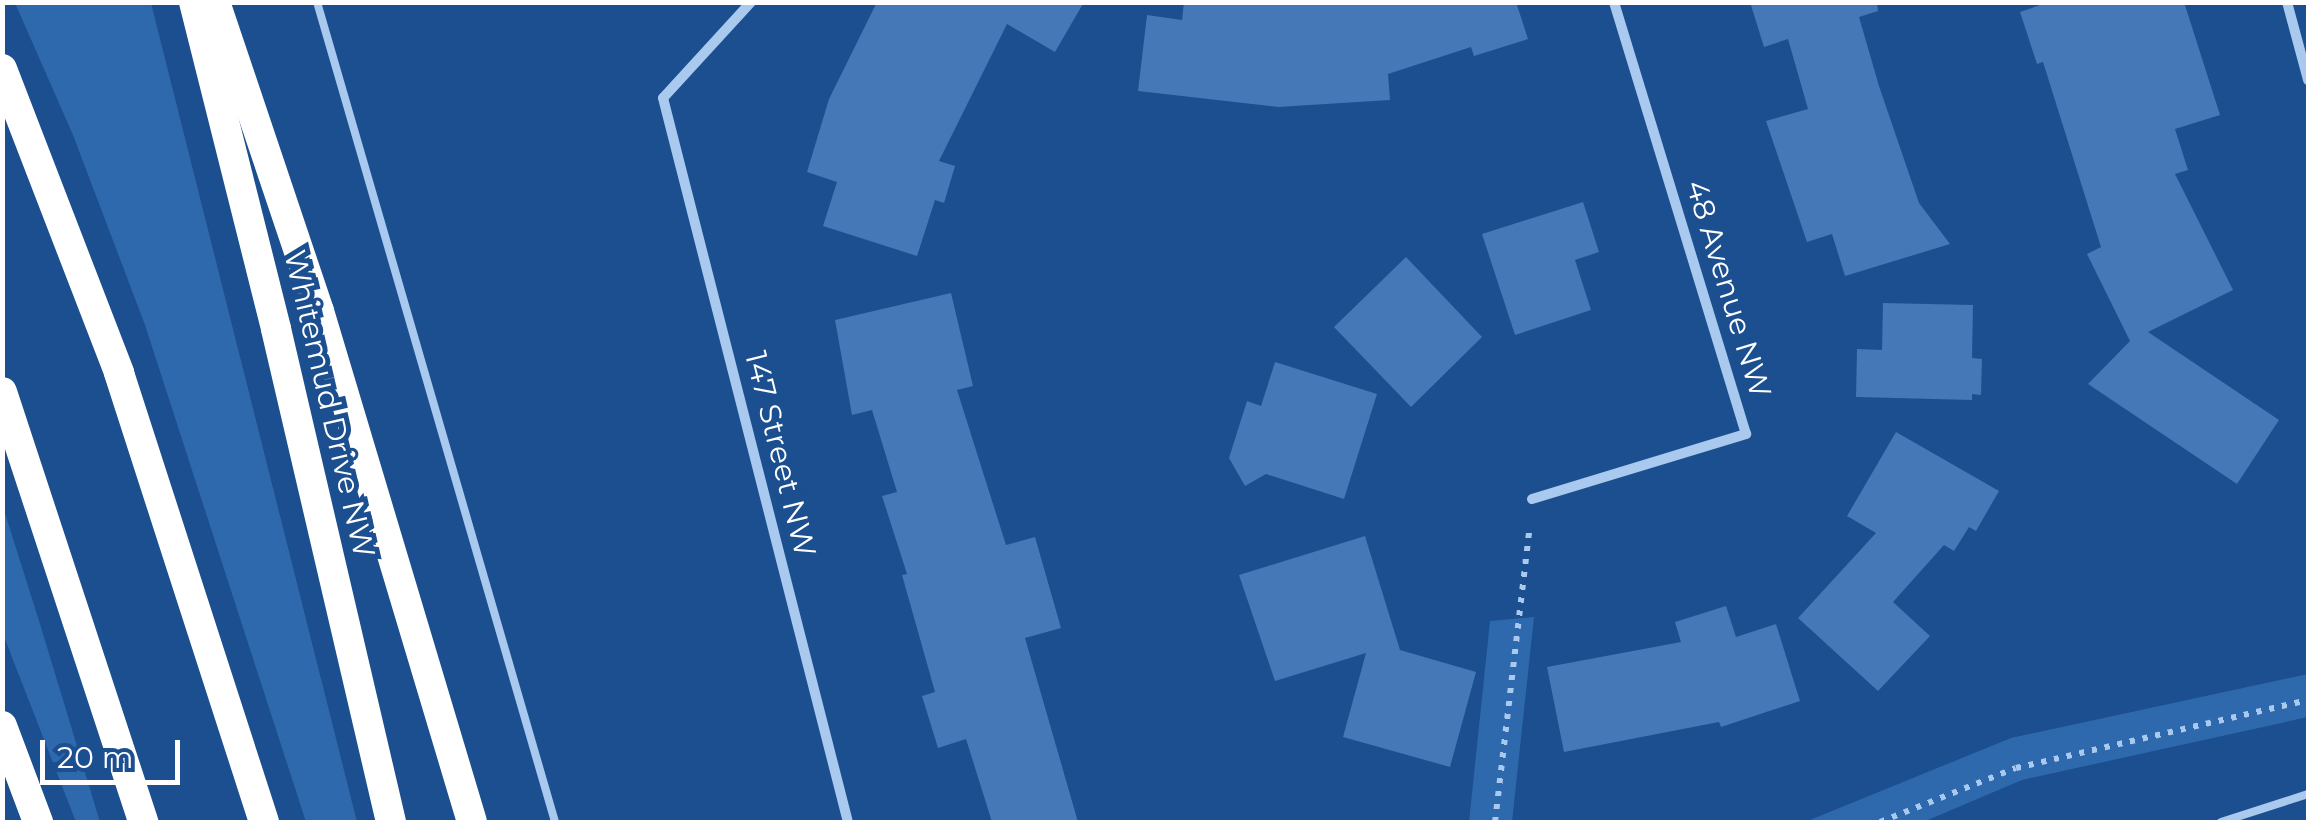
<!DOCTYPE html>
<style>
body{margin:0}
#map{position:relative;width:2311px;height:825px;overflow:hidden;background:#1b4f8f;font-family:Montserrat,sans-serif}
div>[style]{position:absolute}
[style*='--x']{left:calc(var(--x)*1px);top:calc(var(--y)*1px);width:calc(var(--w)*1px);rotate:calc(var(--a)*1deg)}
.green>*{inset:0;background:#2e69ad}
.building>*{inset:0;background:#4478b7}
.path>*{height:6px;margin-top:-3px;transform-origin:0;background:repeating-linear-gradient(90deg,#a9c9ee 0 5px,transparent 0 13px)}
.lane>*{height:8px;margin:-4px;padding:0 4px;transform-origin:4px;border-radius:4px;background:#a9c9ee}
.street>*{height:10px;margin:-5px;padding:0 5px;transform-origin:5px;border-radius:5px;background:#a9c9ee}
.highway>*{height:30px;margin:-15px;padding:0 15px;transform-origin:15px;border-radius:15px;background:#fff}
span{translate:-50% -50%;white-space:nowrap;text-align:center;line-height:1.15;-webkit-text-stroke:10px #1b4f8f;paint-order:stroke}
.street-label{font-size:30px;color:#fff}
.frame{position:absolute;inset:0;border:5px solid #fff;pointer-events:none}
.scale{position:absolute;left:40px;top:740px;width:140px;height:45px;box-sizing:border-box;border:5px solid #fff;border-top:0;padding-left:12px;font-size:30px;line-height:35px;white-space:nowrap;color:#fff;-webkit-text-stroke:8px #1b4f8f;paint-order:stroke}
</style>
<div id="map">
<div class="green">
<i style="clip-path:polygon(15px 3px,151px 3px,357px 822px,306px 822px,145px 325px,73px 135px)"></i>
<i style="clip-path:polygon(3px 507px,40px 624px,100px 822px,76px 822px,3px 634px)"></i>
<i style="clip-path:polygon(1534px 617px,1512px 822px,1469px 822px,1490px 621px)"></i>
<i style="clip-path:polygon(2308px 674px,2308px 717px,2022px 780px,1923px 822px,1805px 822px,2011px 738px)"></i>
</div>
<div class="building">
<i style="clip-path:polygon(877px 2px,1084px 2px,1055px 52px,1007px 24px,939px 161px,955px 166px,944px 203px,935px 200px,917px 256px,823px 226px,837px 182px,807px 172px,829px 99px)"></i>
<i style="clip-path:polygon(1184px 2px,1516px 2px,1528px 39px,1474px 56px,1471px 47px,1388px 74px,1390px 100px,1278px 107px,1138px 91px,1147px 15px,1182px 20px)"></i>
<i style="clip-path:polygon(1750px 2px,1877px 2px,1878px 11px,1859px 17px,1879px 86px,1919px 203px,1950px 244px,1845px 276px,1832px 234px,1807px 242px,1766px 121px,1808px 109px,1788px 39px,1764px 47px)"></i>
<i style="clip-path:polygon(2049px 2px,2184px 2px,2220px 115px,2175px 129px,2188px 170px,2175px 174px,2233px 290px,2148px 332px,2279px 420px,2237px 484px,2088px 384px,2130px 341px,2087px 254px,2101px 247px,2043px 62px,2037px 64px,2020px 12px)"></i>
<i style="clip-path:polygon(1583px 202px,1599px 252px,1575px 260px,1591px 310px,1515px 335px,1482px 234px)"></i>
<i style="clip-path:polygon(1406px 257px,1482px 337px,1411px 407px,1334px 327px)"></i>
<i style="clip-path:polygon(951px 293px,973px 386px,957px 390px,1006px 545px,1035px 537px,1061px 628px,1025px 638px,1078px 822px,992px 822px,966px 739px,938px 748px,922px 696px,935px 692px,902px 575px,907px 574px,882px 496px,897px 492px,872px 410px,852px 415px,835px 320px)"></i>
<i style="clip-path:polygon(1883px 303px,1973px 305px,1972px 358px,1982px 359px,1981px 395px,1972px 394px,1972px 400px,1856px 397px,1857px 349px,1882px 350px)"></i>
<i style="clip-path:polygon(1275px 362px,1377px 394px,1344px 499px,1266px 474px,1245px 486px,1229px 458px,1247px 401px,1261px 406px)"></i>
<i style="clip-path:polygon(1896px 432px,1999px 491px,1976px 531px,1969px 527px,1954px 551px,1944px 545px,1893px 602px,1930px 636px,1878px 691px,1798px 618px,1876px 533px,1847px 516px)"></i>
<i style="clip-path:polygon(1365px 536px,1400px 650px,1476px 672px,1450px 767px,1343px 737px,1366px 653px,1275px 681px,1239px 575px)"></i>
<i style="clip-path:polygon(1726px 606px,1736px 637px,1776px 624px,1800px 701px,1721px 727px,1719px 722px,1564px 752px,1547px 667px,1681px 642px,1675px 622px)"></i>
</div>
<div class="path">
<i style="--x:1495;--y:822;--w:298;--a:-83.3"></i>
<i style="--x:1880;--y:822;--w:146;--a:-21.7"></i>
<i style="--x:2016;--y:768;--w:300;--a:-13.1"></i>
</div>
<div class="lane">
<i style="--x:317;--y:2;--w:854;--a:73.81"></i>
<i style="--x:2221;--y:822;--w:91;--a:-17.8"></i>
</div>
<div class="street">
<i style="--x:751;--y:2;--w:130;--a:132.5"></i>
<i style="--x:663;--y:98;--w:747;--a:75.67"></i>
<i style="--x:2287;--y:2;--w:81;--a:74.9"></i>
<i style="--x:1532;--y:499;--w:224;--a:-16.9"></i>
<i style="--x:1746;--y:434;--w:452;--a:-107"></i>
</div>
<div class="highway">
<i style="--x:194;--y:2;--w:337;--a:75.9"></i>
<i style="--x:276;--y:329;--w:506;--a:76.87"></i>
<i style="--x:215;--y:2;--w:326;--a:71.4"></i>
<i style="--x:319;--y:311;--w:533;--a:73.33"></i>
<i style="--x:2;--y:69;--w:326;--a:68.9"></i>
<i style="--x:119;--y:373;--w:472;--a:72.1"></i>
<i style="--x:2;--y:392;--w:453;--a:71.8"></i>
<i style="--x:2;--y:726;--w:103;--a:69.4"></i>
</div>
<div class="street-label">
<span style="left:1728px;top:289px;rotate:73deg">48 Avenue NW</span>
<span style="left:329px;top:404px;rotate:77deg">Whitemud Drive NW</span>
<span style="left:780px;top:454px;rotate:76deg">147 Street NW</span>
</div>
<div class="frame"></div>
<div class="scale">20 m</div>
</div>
________
EXERCISE BRIEF => Retype the entries above exactly, starting at their first line and ending with the line that holds "0 5px,transparent 0"; pictures stay out.

ANSWER FOR THIS EXERCISE =>
<!DOCTYPE html>
<style>
body{margin:0}
#map{position:relative;width:2311px;height:825px;overflow:hidden;background:#1b4f8f;font-family:Montserrat,sans-serif}
div>[style]{position:absolute}
[style*='--x']{left:calc(var(--x)*1px);top:calc(var(--y)*1px);width:calc(var(--w)*1px);rotate:calc(var(--a)*1deg)}
.green>*{inset:0;background:#2e69ad}
.building>*{inset:0;background:#4478b7}
.path>*{height:6px;margin-top:-3px;transform-origin:0;background:repeating-linear-gradient(90deg,#a9c9ee 0 5px,transparent 0 13px)}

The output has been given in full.